= Beginning of Section =

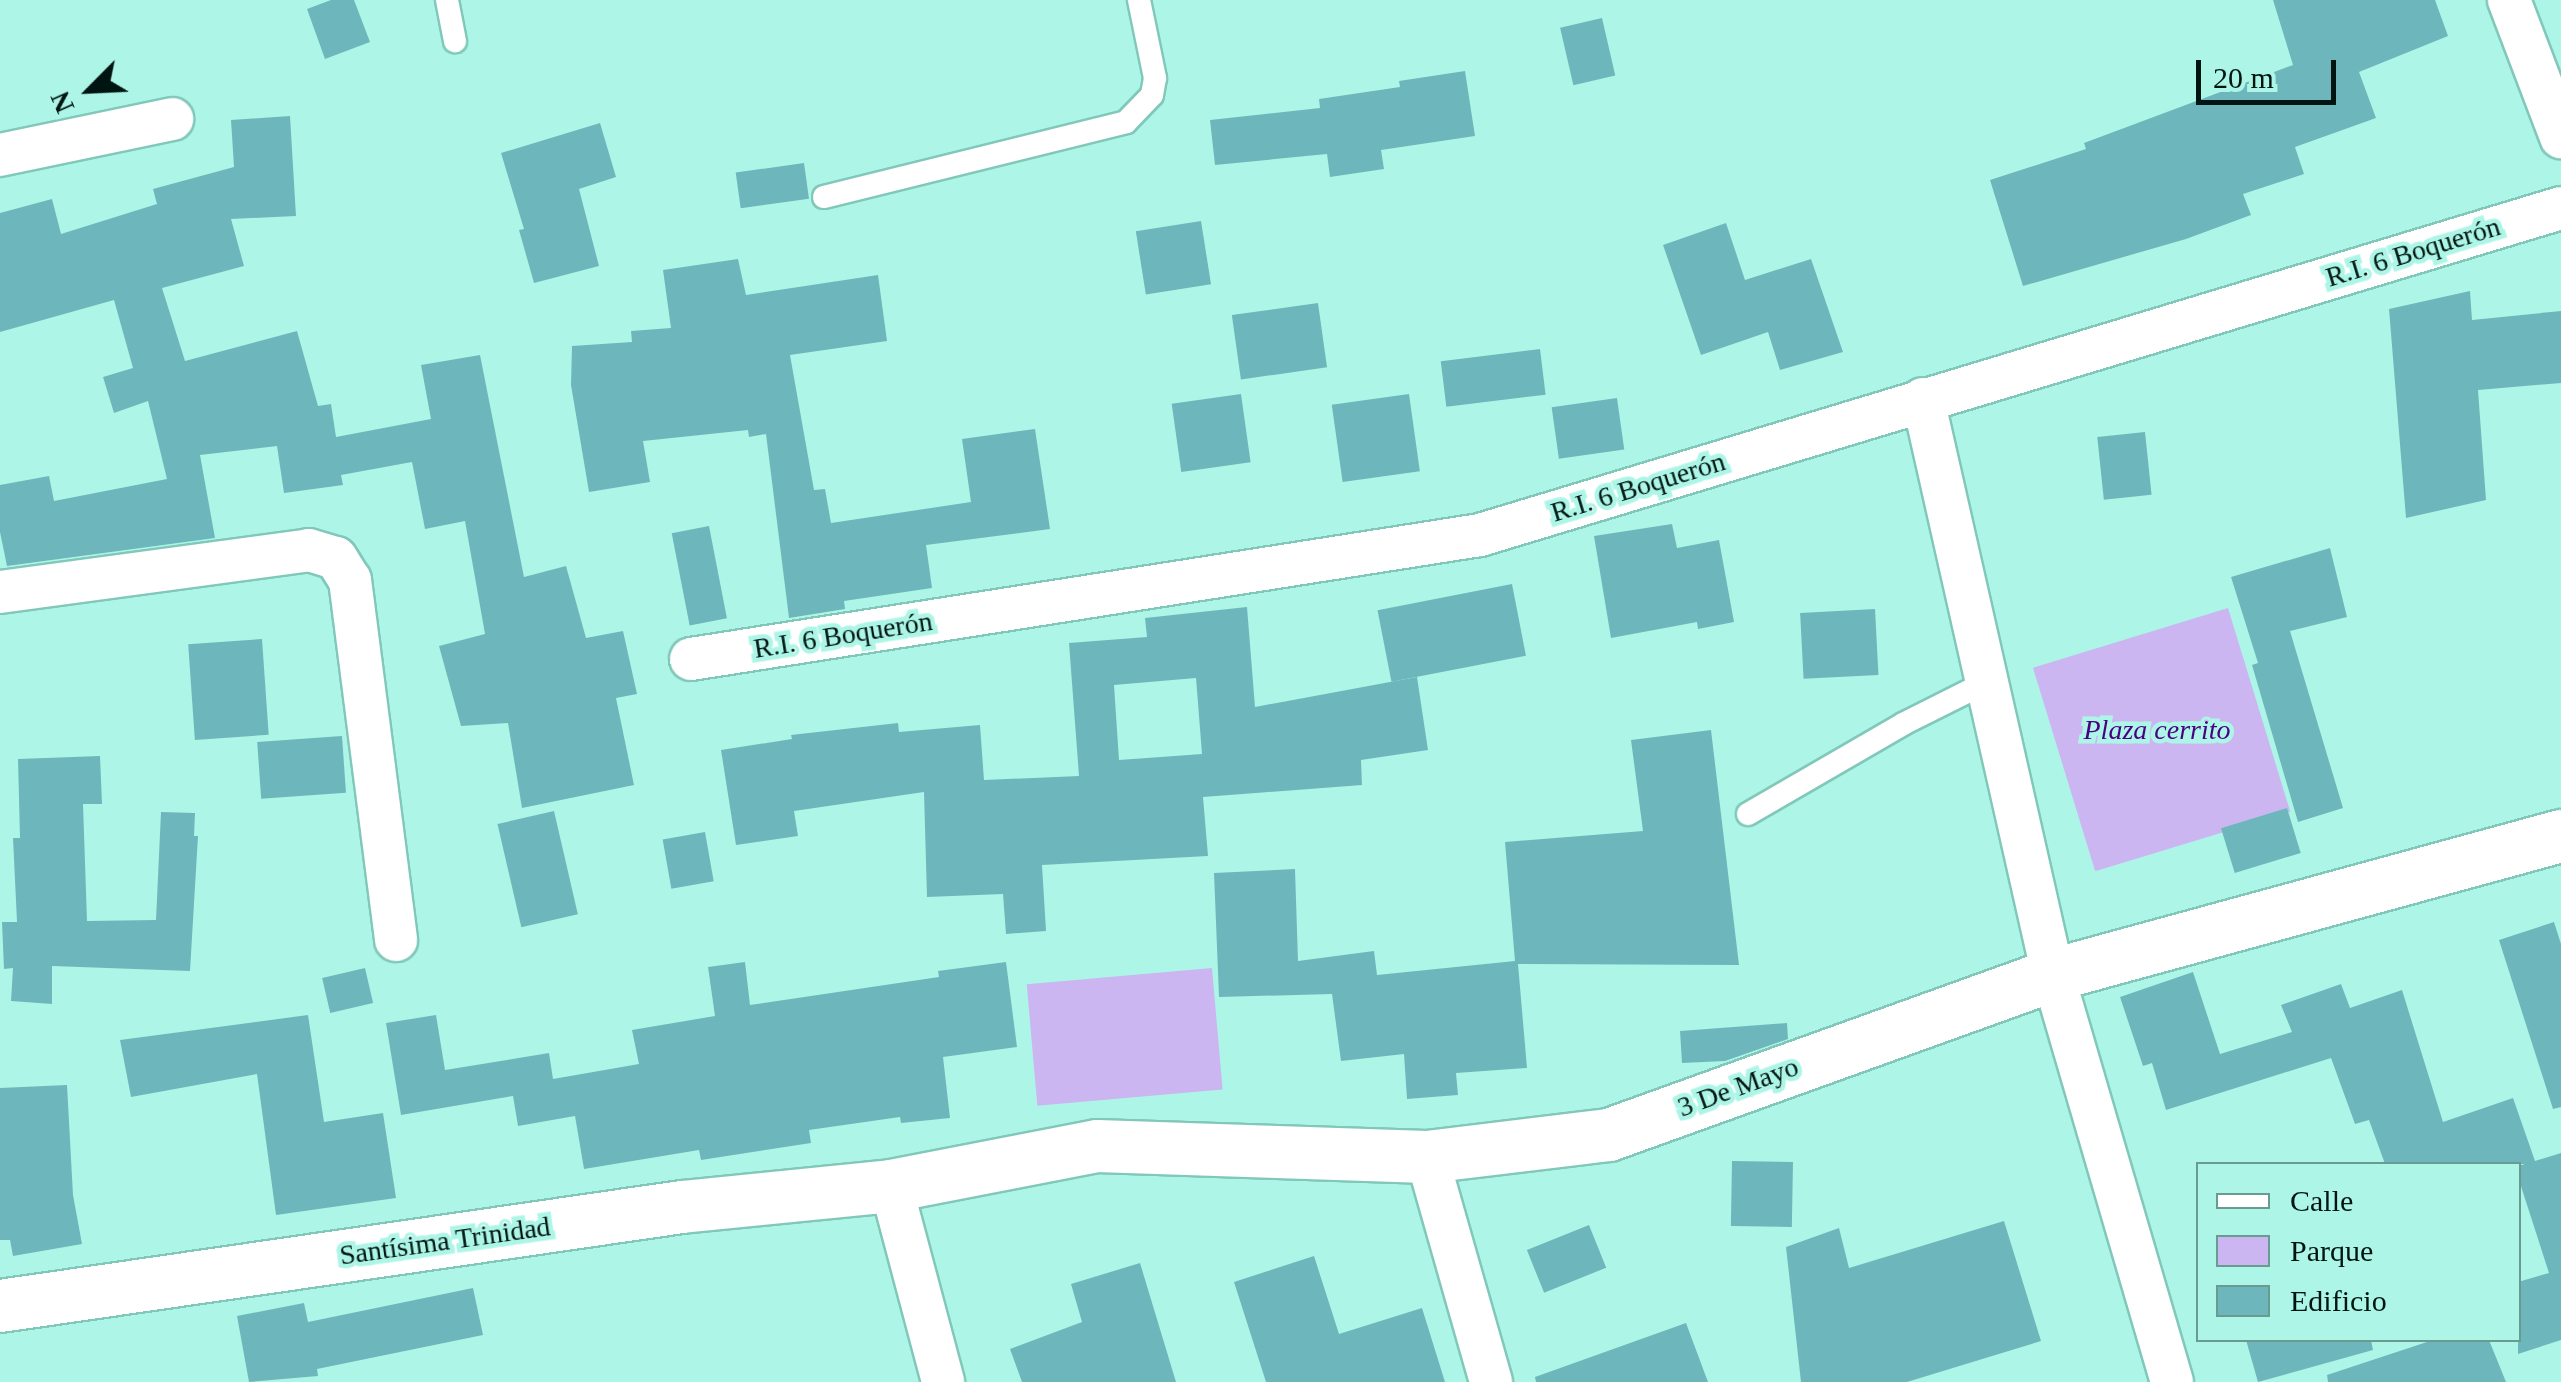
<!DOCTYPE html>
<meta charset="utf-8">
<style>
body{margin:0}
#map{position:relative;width:2561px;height:1382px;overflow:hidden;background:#adf6e7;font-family:Georgia,serif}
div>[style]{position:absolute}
.green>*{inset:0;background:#ccb6f2;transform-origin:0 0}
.building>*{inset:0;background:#6db7bc;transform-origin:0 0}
.roads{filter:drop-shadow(2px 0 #81c8ba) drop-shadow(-2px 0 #81c8ba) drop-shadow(0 2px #81c8ba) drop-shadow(0 -2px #81c8ba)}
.service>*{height:22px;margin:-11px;padding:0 11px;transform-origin:11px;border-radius:11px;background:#fff}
.minor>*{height:42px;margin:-21px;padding:0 21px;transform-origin:21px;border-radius:21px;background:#fff}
.tertiary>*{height:52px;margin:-26px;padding:0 26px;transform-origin:26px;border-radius:26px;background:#fff}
span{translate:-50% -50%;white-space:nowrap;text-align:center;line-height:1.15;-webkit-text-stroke:9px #adf6e7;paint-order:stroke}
.street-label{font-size:28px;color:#001511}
.park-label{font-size:28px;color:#4a0083;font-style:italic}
.legend{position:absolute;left:2196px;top:1162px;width:325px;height:180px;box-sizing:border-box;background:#adf6e7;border:2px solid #689c91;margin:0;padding:12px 18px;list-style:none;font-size:30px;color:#001511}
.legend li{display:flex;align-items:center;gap:20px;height:50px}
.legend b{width:50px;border:2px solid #689c91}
.north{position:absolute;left:40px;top:40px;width:100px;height:100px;-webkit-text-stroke:8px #adf6e7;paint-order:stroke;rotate:246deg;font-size:28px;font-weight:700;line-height:40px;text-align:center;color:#001511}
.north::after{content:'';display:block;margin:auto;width:35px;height:45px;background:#001511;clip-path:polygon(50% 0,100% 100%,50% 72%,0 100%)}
.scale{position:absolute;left:2196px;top:60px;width:140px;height:45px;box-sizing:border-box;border:5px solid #001511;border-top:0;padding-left:12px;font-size:30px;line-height:35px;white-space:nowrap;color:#001511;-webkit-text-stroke:8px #adf6e7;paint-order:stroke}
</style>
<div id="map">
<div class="green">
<i style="left:2228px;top:608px;width:213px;height:204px;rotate:73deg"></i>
<i style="left:1212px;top:968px;width:122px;height:186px;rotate:85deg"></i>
</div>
<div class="building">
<i style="clip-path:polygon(331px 0,354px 0,370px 42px,325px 59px,307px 9px)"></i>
<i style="clip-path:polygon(2273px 0,2435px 0,2448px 36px,2359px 72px,2376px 118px,2295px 147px,2304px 174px,2243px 194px,2251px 215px,2186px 239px,2023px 286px,1990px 180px,2086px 149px,2084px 143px,2293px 65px)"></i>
<i style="left:1602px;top:18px;width:59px;height:43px;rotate:77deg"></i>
<i style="clip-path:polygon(1465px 71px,1475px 136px,1381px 150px,1384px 169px,1330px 177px,1327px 154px,1215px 165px,1210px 120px,1320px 108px,1319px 99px,1400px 87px,1399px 81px)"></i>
<i style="clip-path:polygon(290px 116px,296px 216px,231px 219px,244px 266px,162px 288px,185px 361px,297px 331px,318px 406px,331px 404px,336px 437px,431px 419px,421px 365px,480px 355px,524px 577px,566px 566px,586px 638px,623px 631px,637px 694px,616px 698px,634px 785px,522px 808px,508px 723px,461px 726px,439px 646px,485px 634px,465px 521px,425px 529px,412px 462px,341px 475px,343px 485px,284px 493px,277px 446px,200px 455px,215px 538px,7px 566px,0 532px,0 485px,49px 476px,54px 501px,167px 479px,148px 401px,114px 413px,103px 377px,133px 368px,114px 300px,0 332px,0 213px,52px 199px,61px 234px,157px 204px,153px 189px,234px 167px,231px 120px)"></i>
<i style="clip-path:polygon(600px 123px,616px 177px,579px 189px,599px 266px,534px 283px,519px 230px,524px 229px,501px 153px)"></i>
<i style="left:804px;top:163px;width:36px;height:69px;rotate:82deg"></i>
<i style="left:1201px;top:221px;width:64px;height:66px;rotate:81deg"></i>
<i style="clip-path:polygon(1726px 223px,1745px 280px,1811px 259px,1843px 352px,1780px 370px,1768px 332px,1701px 355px,1663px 245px)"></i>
<i style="clip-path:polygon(738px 259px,746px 295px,878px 275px,887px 341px,790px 355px,814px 490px,825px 489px,831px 523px,971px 502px,962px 439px,1035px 429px,1050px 529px,926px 545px,932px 588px,844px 601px,845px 609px,789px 618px,766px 434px,749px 437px,748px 430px,643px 441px,650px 482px,589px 492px,571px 385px,572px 346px,632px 342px,631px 331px,671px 328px,663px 270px)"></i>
<i style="clip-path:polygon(2470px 291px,2472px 320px,2561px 311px,2561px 383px,2478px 390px,2486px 500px,2406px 518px,2389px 309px)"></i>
<i style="left:1318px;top:303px;width:65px;height:87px;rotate:82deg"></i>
<i style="left:1540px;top:349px;width:46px;height:100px;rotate:83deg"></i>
<i style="left:1241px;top:394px;width:69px;height:70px;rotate:82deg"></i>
<i style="left:1409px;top:394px;width:78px;height:78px;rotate:82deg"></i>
<i style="left:1617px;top:398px;width:52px;height:66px;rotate:82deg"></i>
<i style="left:2145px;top:432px;width:63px;height:48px;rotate:84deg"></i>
<i style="clip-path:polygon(1672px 524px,1677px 548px,1719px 540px,1734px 622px,1698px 629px,1697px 622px,1611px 638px,1594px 536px)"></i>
<i style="left:709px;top:526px;width:94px;height:38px;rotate:79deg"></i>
<i style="clip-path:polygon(2330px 548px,2347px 617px,2290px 631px,2343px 808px,2298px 822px,2252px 665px,2258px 663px,2231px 577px)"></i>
<i style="left:1512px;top:584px;width:73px;height:137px;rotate:79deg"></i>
<i style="clip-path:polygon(evenodd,1247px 607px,1255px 707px,1417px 677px,1428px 750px,1361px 760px,1362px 785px,1203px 797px,1208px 856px,1042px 865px,1046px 931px,1006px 934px,1003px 894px,927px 897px,924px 792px,794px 811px,798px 836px,736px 845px,721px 750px,792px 739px,791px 735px,898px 723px,899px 732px,980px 725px,984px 780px,1079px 776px,1069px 643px,1147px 637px,1145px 618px,1247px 607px,1196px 678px,1202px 754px,1119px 760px,1114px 685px,1196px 678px)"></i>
<i style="left:1875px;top:609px;width:66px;height:75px;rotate:87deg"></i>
<i style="left:262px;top:639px;width:96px;height:74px;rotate:86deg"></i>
<i style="clip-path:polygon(1711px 730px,1739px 965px,1518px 964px,1527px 1068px,1456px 1073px,1458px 1095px,1407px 1099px,1404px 1054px,1341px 1061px,1332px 994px,1219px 997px,1214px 873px,1295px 869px,1298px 961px,1374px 951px,1377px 975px,1515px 961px,1505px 842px,1643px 831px,1631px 740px)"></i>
<i style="left:342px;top:736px;width:57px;height:85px;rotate:86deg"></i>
<i style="clip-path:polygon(100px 756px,102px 804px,83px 804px,87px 921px,156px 920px,161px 812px,195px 813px,194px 836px,198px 836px,190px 971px,52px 966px,52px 1004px,11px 1001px,13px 968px,4px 969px,2px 922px,17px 922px,13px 838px,20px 838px,18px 759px)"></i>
<i style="left:2287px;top:808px;width:47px;height:69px;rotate:73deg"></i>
<i style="left:554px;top:811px;width:106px;height:58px;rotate:77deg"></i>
<i style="left:705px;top:832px;width:50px;height:43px;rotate:80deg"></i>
<i style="clip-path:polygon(2554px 922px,2561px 944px,2561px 1107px,2553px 1109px,2499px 940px)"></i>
<i style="clip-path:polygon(745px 962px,750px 1005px,939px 977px,938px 971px,1006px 962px,1017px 1047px,943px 1057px,950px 1118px,901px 1123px,900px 1117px,809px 1130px,811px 1143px,701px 1160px,699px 1150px,584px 1169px,575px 1116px,518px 1126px,513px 1096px,401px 1115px,386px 1023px,436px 1015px,445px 1070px,549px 1053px,553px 1079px,639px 1064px,632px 1030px,715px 1016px,708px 967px)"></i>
<i style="left:365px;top:968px;width:36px;height:44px;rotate:77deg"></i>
<i style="clip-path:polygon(2193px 972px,2220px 1054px,2292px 1032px,2281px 1005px,2341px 984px,2350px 1008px,2402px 990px,2443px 1122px,2513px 1098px,2535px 1161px,2561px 1153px,2561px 1340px,2518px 1354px,2518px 1282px,2549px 1273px,2518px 1177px,2518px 1166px,2525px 1164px,2385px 1164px,2369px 1120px,2355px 1124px,2331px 1058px,2166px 1110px,2152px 1063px,2143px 1066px,2120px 997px)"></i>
<i style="clip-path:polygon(308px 1015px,324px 1122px,383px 1113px,396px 1198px,276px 1215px,257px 1074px,131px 1097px,120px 1040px)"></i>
<i style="clip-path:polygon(1787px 1023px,1788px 1039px,1725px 1061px,1682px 1063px,1680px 1031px)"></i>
<i style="clip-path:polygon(67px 1085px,73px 1195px,82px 1244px,13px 1256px,10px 1240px,0 1240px,0 1088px)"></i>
<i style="left:1732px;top:1161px;width:61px;height:65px;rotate:1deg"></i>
<i style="clip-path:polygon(2004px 1221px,2041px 1341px,1907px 1382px,1801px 1382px,1786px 1247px,1839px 1228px,1849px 1268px)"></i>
<i style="left:1589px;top:1225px;width:46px;height:67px;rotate:68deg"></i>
<i style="clip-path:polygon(1314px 1256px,1339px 1334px,1422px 1308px,1445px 1382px,1266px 1382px,1234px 1282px)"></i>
<i style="clip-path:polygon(1140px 1263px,1176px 1382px,1022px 1382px,1010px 1349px,1082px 1322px,1071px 1284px)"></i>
<i style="clip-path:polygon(473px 1288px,483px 1335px,317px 1369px,318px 1376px,249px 1382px,237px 1316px,304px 1303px,308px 1322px)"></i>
<i style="clip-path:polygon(1686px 1323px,1708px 1382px,1536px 1382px,1535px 1377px)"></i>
<i style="clip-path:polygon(2246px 1340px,2371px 1340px,2373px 1350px,2258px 1382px)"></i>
<i style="clip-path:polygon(2433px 1340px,2489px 1340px,2506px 1382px,2328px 1382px,2327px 1375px)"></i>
</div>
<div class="roads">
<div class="service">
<i style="left:447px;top:0;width:42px;rotate:79deg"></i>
<i style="left:824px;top:197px;width:311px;rotate:-13.9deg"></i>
<i style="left:1126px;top:122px;width:37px;rotate:-46deg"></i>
<i style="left:1152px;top:95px;width:17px;rotate:-80deg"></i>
<i style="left:1155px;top:78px;width:80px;rotate:-101.6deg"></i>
<i style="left:1748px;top:814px;width:179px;rotate:-30.1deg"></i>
<i style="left:1903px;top:724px;width:94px;rotate:-26.6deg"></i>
</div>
<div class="minor">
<i style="left:2509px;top:0;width:147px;rotate:69.2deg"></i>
<i style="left:0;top:155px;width:176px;rotate:-11.8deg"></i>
<i style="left:1923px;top:399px;width:590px;rotate:77.28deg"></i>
<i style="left:2053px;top:975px;width:424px;rotate:73.7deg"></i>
<i style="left:0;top:592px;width:312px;rotate:-7.7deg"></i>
<i style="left:309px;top:550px;width:28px;rotate:17deg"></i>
<i style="left:336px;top:558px;width:26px;rotate:58deg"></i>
<i style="left:350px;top:580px;width:363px;rotate:82.7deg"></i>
<i style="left:691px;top:659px;width:799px;rotate:-8.93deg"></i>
<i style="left:1480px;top:535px;width:1129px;rotate:-16.83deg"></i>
<i style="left:1427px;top:1157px;width:234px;rotate:74.1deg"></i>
<i style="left:891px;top:1186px;width:203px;rotate:75.1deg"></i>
</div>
<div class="tertiary">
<i style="left:0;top:1306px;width:689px;rotate:-8.26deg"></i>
<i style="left:682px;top:1207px;width:210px;rotate:-5.7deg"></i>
<i style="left:891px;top:1186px;width:210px;rotate:-11deg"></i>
<i style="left:1097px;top:1146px;width:330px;rotate:1.9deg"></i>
<i style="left:1427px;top:1157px;width:183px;rotate:-6.9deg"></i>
<i style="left:1609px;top:1135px;width:472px;rotate:-19.8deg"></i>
<i style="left:2053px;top:975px;width:527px;rotate:-15.3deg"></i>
</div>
</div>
<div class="street-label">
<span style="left:2413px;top:252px;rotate:-17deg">R.I. 6 Boquerón</span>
<span style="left:1638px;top:487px;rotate:-17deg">R.I. 6 Boquerón</span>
<span style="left:843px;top:635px;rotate:-9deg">R.I. 6 Boquerón</span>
<span style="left:1738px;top:1087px;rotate:-20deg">3 De Mayo</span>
<span style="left:445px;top:1241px;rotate:-8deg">Santísima Trinidad</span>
</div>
<div class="park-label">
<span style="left:2157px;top:730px">Plaza cerrito</span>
</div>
<ul class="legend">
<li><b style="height:12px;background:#fff"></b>Calle</li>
<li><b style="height:28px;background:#ccb6f2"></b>Parque</li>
<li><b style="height:28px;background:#6db7bc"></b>Edificio</li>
</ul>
<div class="north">N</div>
<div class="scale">20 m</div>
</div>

= End of Section =

What is expected:
Give again, word for word, every line from the top of the data above to the line holding "0 #81c8ba) drop-shadow(-2px", inclusive, with the pictures left out.

Solution to this task:
<!DOCTYPE html>
<meta charset="utf-8">
<style>
body{margin:0}
#map{position:relative;width:2561px;height:1382px;overflow:hidden;background:#adf6e7;font-family:Georgia,serif}
div>[style]{position:absolute}
.green>*{inset:0;background:#ccb6f2;transform-origin:0 0}
.building>*{inset:0;background:#6db7bc;transform-origin:0 0}
.roads{filter:drop-shadow(2px 0 #81c8ba) drop-shadow(-2px 0 #81c8ba) drop-shadow(0 2px #81c8ba) drop-shadow(0 -2px #81c8ba)}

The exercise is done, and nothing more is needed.